After Sirrine - a courteous carjacker who had never been in trouble before he went on a 38-hour crime spree - was sentenced last year to 20 years in prison, a Roanoke judge agreed to reconsider part of the sentence.
The request to reduce Sirrine's time even had the blessing of his victim, a pizza delivery driver who was impressed by the way he apologized for robbing her and then dropped her off at a telephone booth, making sure she had enough change to call for help.
But shortly after Circuit Judge Richard Pattisall agreed to reconsider the sentence, Sirrine was transferred from the Roanoke City Jail to the state Department of Corrections. Prosecutors argued that Pattisall lost jurisdiction over the case when Sirrine left the jail and became a ward of the state.
Defense attorney Gary Lumsden said the timing of Sirrine's transfer - just two weeks after Pattisall agreed to hear a motion to reduce the sentence - was "awfully suspicious."
But Lumsden stopped short of accusing anyone of arranging a move that, in effect, took the matter out of the sentencing judge's hands.
"My feeling is, Joel Branscom is too nice of a guy and has too much integrity to where he would have initiated something like this," Lumsden said. Branscom prosecuted Sirrine in Roanoke as an assistant commonwealth's attorney before he was elected Botetourt County commonwealth's attorney in November.
"But that's not to say that someone else might not have done it," Lumsden added.
Last week, the Virginia Supreme Court issued an order stating that Pattisall "lost jurisdiction to modify the sentence of Phillip Wayne Sirrine after his transfer to the Department of Corrections."
And, Lumsden said, "the wheels of justice came to a screeching halt."
Ann Gardner, an assistant commonwealth's attorney for Roanoke who is handling the case, said the timing of Sirrine's transfer was "sheer coincidence."
Gardner - who is Branscom's wife - pointed out that Sirrine had been in the jail since April, awaiting transfer to a state prison to begin serving his time. "So it wasn't like they just came in there and snatched him away," she said.
It is not unusual for inmates to spend six months or more in the city jail awaiting transfer to the state's crowded prison system.
Prosecutors conceded that at the time Pattisall agreed to reconsider the sentence, Sept. 13, he had jurisdiction because Sirrine was still in the city jail. But after the judge indicated that he still would take up the issue after Sirrine was transferred Sept. 26, Gardner took the rare step of seeking a writ of prohibition from the state Supreme Court.

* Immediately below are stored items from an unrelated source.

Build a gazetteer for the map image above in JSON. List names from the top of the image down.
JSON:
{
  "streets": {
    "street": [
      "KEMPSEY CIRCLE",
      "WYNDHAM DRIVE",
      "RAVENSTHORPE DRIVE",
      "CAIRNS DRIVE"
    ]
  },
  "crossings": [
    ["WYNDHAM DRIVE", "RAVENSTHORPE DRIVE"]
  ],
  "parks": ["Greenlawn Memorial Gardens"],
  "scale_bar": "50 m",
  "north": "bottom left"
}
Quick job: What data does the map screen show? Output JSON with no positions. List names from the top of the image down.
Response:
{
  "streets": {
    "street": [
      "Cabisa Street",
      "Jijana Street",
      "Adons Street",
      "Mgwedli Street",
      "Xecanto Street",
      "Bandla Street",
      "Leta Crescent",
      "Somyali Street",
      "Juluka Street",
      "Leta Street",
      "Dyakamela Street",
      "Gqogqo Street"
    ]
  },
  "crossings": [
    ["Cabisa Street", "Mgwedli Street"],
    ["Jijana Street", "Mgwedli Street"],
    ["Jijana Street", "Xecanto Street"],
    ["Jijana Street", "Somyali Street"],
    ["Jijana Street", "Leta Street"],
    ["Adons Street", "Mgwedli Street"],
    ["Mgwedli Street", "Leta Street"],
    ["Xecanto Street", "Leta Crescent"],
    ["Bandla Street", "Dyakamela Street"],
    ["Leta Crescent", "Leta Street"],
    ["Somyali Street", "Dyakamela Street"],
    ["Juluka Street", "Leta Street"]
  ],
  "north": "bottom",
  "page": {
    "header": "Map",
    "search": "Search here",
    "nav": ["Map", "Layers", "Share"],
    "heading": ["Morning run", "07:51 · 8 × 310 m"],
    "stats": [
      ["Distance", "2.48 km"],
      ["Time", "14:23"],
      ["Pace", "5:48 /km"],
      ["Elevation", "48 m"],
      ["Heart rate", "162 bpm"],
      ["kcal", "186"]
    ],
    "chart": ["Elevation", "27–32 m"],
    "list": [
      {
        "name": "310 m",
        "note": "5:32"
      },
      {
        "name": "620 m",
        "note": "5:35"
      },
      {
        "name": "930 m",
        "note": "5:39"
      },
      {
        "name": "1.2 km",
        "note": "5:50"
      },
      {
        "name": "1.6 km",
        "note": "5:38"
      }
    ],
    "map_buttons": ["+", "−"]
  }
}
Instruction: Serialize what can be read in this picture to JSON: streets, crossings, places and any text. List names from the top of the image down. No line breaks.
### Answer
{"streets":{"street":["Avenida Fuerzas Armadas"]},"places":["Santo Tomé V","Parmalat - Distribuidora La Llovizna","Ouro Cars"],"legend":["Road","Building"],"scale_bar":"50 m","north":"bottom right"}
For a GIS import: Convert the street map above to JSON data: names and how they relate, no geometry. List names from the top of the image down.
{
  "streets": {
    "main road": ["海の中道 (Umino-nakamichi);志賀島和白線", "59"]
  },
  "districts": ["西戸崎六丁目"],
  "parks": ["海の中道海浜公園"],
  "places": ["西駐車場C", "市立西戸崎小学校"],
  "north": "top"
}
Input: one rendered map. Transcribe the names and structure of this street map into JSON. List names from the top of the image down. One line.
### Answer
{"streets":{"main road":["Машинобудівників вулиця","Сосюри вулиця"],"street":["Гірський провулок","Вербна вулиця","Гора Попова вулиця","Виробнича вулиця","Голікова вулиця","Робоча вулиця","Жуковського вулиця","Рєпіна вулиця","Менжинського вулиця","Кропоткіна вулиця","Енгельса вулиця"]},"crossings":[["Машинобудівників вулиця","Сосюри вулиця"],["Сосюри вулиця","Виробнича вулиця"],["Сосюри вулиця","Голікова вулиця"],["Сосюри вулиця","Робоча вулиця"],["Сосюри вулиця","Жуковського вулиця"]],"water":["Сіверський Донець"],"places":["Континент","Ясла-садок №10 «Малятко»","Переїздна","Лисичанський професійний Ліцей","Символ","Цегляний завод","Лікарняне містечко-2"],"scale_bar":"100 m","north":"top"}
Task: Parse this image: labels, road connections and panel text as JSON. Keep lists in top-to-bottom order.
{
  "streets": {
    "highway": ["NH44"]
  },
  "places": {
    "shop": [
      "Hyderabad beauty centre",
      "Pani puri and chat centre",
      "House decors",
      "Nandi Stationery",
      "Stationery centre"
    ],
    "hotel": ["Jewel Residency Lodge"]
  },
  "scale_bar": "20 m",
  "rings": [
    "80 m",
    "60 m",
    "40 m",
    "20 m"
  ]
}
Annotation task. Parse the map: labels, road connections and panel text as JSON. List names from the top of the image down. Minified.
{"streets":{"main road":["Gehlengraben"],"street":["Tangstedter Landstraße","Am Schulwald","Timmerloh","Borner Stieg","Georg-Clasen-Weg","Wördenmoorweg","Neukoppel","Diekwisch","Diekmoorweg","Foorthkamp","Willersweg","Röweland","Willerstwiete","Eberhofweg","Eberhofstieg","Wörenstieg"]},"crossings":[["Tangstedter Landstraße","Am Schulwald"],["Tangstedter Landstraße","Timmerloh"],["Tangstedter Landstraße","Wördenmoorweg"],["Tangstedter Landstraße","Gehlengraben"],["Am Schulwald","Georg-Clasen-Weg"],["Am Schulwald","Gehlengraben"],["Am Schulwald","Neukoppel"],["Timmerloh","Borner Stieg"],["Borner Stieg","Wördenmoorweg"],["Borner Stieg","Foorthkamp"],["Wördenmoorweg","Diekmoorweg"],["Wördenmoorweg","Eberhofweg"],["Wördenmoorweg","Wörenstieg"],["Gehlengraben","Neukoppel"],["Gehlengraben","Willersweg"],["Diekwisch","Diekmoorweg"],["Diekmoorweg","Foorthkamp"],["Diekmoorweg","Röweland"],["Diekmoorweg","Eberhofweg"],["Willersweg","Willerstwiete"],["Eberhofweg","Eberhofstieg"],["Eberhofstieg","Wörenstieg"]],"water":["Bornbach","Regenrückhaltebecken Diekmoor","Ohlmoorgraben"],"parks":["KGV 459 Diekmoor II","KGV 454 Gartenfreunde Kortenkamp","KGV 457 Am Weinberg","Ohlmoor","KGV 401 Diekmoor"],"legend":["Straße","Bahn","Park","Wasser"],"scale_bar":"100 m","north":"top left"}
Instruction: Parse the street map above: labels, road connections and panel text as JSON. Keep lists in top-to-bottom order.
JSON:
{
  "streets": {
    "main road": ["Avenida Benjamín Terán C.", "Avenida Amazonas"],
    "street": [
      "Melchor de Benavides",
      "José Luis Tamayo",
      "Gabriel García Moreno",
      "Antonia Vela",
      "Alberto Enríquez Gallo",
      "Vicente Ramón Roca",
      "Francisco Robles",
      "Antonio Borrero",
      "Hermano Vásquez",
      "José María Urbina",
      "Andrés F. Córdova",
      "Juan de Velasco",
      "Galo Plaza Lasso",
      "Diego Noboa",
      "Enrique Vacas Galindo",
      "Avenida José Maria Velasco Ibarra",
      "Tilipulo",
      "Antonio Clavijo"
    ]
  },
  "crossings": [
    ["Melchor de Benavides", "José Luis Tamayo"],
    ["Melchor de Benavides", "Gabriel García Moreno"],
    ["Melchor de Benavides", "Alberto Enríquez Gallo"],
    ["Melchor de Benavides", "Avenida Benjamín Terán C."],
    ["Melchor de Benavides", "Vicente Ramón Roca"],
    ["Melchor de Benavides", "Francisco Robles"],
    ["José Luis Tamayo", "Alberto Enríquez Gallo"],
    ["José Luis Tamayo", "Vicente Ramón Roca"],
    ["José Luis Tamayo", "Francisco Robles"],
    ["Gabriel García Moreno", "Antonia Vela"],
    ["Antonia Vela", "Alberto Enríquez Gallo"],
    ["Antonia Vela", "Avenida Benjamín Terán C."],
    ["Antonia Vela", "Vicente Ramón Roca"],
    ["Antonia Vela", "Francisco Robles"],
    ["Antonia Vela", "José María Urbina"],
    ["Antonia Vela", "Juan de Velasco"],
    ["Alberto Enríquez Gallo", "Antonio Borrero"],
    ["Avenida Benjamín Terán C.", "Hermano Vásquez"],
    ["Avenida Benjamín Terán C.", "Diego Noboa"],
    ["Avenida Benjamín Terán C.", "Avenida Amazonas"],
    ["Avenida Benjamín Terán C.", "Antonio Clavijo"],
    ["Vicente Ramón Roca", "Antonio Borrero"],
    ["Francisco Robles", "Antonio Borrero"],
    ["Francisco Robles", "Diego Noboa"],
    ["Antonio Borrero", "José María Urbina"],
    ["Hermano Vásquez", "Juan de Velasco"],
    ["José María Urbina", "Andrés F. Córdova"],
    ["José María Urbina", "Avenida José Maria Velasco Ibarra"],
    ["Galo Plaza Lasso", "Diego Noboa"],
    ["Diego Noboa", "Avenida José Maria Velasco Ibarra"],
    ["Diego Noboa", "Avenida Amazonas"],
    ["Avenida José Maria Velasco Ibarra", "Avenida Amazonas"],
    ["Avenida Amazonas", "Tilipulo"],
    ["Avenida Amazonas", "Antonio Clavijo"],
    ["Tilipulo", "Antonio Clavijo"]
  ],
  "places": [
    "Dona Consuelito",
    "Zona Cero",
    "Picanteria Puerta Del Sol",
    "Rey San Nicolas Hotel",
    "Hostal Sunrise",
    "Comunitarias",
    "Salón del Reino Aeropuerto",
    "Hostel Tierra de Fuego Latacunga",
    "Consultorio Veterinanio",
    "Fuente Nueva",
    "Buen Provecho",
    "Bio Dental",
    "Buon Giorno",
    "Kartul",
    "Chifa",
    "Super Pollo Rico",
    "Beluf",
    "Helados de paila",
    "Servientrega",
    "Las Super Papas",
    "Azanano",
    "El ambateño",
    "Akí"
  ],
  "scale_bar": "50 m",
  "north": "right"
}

The writ commands Pattisall to "refrain from entering any orders" that would change Sirrine's sentence.
Lumsden had hoped to convince Pattisall that Sirrine was punished too harshly for a crime that earned him the nickname of the "courteous carjacker."
Earlier testimony has shown that Sirrine, 22, ordered a pizza in 1994 and robbed the delivery person at gunpoint, explaining that he was on his way to recruit mercenaries to fight in Mexico.
Although Sirrine was not legally insane at the time, a psychiatrist testified that he was suffering from the delusion that he was on some sort of military mission.
After dropping the woman off with an apology, Sirrine drove her car to Staunton and Albemarle County, where he has been convicted in separate robberies. No one was injured in any of the hold-ups. Because Sirrine was sentenced in several jurisdictions, Lumsden said, he wound up with a total sentence of 20 years.
"The general consensus was that the time was too much," Lumsden said. In fact, even the victim said in an affidavit that she would not object to a reduction in Sirrine's sentence.
Gardner thinks otherwise. "He got an extremely lenient sentence, all things considered," she said. Carjacking and robbery both carry maximum sentences of life in prison.
Because part of Sirrine's sentence was based on mandatory terms for firearm offenses, the most that Pattisall could have done was knock off five years.
Sirrine will be eligible for parole, because the offenses happened before Jan. 1, 1995.
While prosecutors no doubt would have argued against any sentence reduction, Gardner said the law was clear that Pattisall was not allowed to even consider the issue.
"We had an obligation to see that the right thing was done and the law was followed," she said.